Monday’s chaos is nothing new for residents of this city’s miserable, gangster-plagued townships. Violence between gangs in places such as Manenberg, Bonteheuwel, Lavender Hill, Lotus River, Parkwood, Elsies River, Nyanga and Philippi is an everyday occurrence.
On any given day, someone’s husband, father or son is killed in gang warfare. Virtually every day, someone’s child will be caught in the crossfire. But sadly too, not a day goes by without a son or daughter of the Cape Flats opting to swell the ranks of the area’s estimated 130-plus gangs.
What is happening in our townships is a crying shame – a disgrace, in fact.
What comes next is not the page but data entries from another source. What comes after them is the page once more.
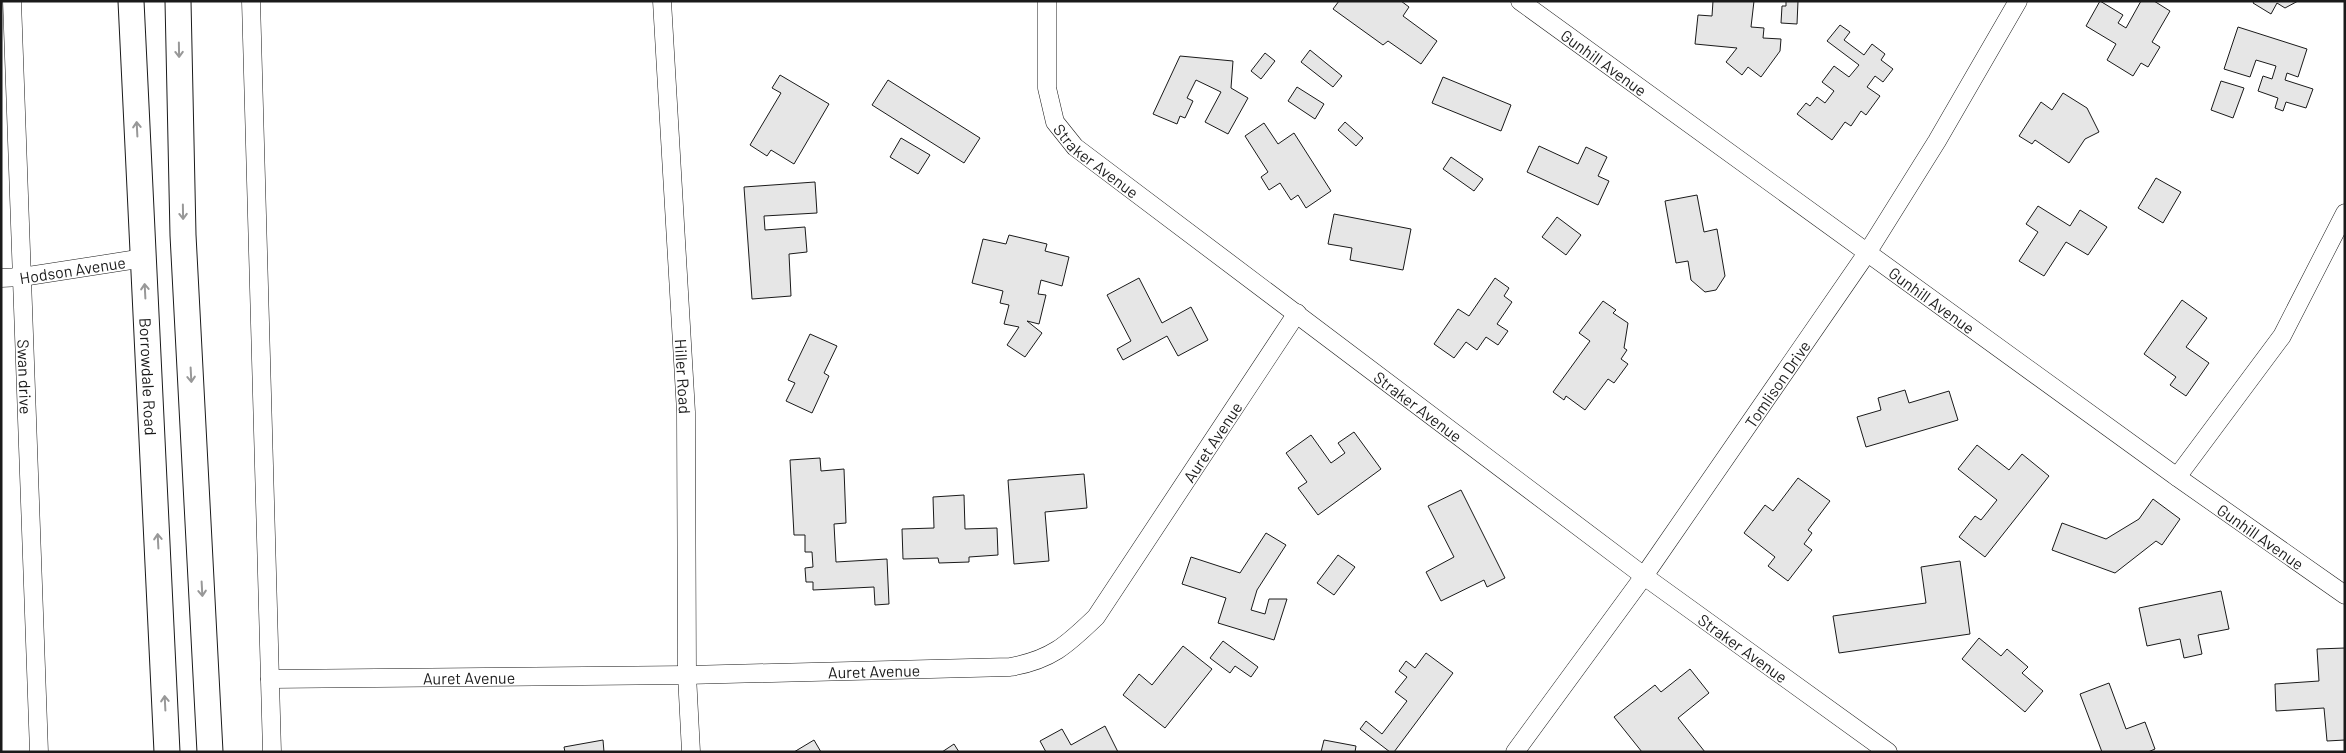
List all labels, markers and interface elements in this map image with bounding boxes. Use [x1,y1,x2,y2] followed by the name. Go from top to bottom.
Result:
[1558,25,1651,99] street label: Gunhill Avenue
[175,42,184,58] one-way arrow
[1050,120,1143,201] street label: Straker Avenue
[133,121,142,137] one-way arrow
[178,204,188,220] one-way arrow
[18,252,127,287] street label: Hodson Avenue
[1886,262,1979,337] street label: Gunhill Avenue
[141,283,150,299] one-way arrow
[137,317,161,436] street label: Borrowdale Road
[1740,336,1814,431] street label: Tomlison Drive
[672,338,696,414] street label: Hiller Road
[15,339,36,415] street label: Swan drive
[186,366,195,382] one-way arrow
[1371,367,1466,445] street label: Straker Avenue
[1179,398,1245,485] street label: Auret Avenue
[2214,499,2308,573] street label: Gunhill Avenue
[153,533,162,549] one-way arrow
[197,581,206,597] one-way arrow
[1695,609,1792,686] street label: Straker Avenue
[828,660,920,681] street label: Auret Avenue
[423,667,515,687] street label: Auret Avenue
[161,695,170,711] one-way arrow

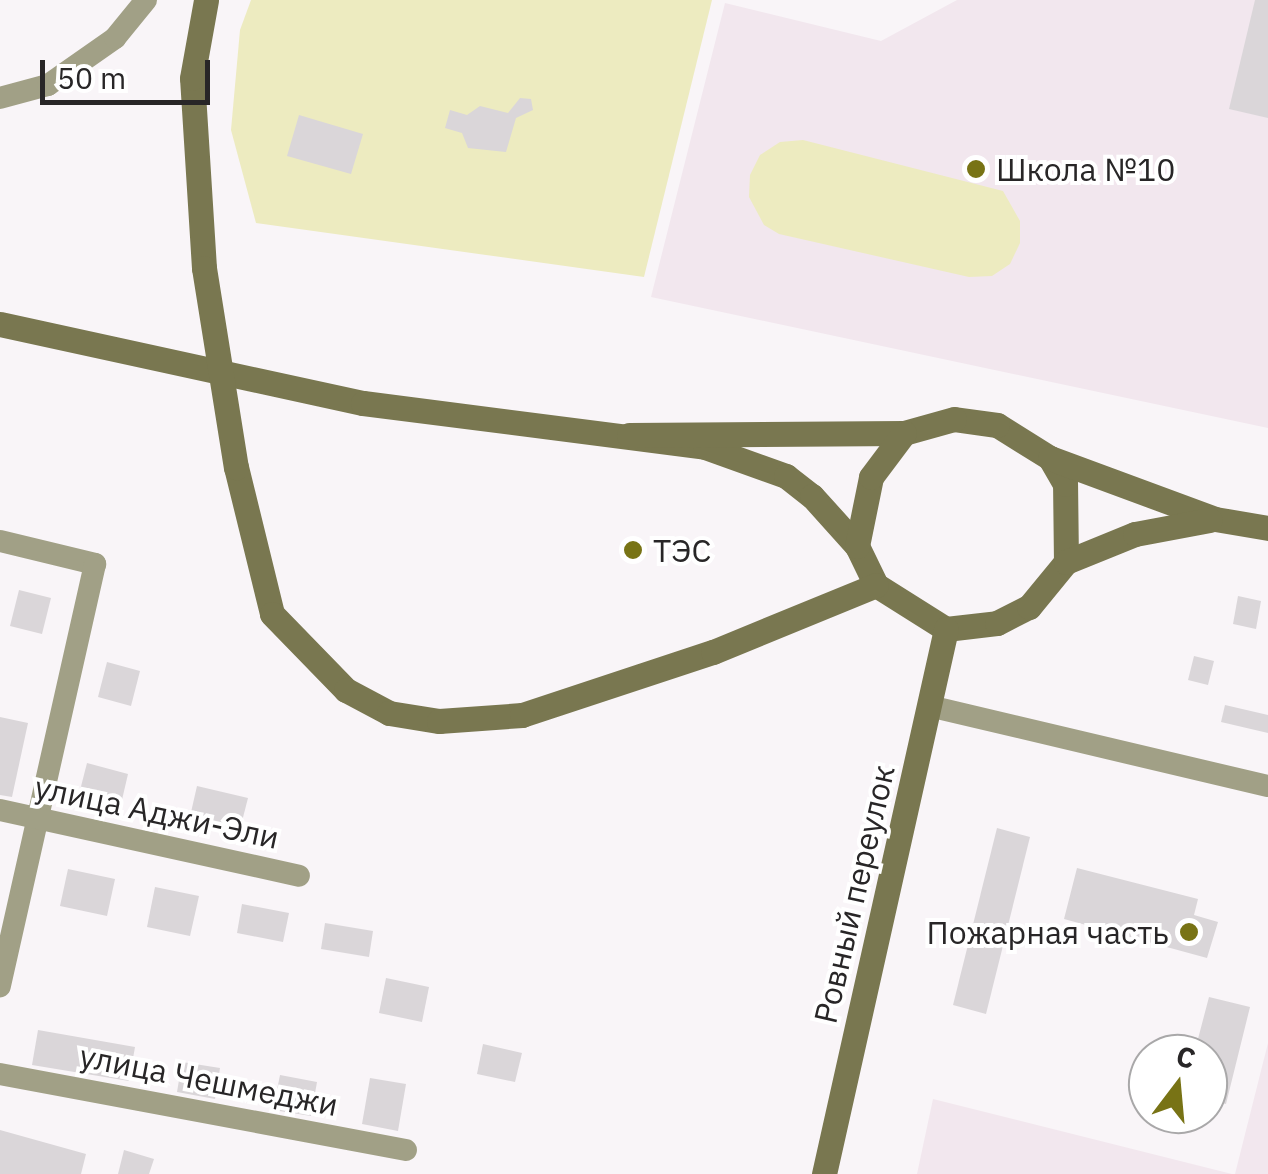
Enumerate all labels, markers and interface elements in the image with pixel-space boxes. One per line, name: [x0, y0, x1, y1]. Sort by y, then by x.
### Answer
scale bar: [45, 40, 215, 102]
text: 50 m: [57, 58, 126, 97]
place label: Школа №10: [996, 150, 1175, 188]
marker: Школа №10: [965, 158, 987, 180]
place label: ТЭС: [653, 531, 711, 569]
marker: ТЭС: [622, 539, 644, 561]
street label: Ровный переулок: [806, 761, 902, 1027]
street label: улица Аджи-Эли: [31, 767, 283, 857]
place label: Пожарная часть: [927, 913, 1169, 951]
marker: Пожарная часть: [1178, 921, 1200, 943]
north arrow: [1128, 1034, 1228, 1134]
street label: улица Чешмеджи: [77, 1036, 341, 1124]
text: С: [1172, 1036, 1200, 1077]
Nowhere else in South Africa do gangsters blight the lives of communities as much as they do in Cape Town. Every province has gangsters, but nowhere else are they allowed to act with the same impunity as they do in this city.
Frankly, we’re tired of hearing glib promises of action from the Western Cape government, the City and the police. Let’s be clear about this: we’ve had a gutful of JP Smith, the Mayco member for safety and security, bragging about his clever crime-fighting gadgets. We’re not interested in, and we believe the people who live in townships are not interested in, devices that can count the number of shots being fired in clashes between rival gangs. Neither are we interested in what the police commissioner plans to do in the coming months.
What we want, and what our law-abiding citizens want, is for action to be taken – now! Gangsterism must be crushed. Our townships must be taken back – street by street.
At the same time, the City and the province must be forced to start dismantling the apartheid spatial policies that they happily continue to maintain and implement.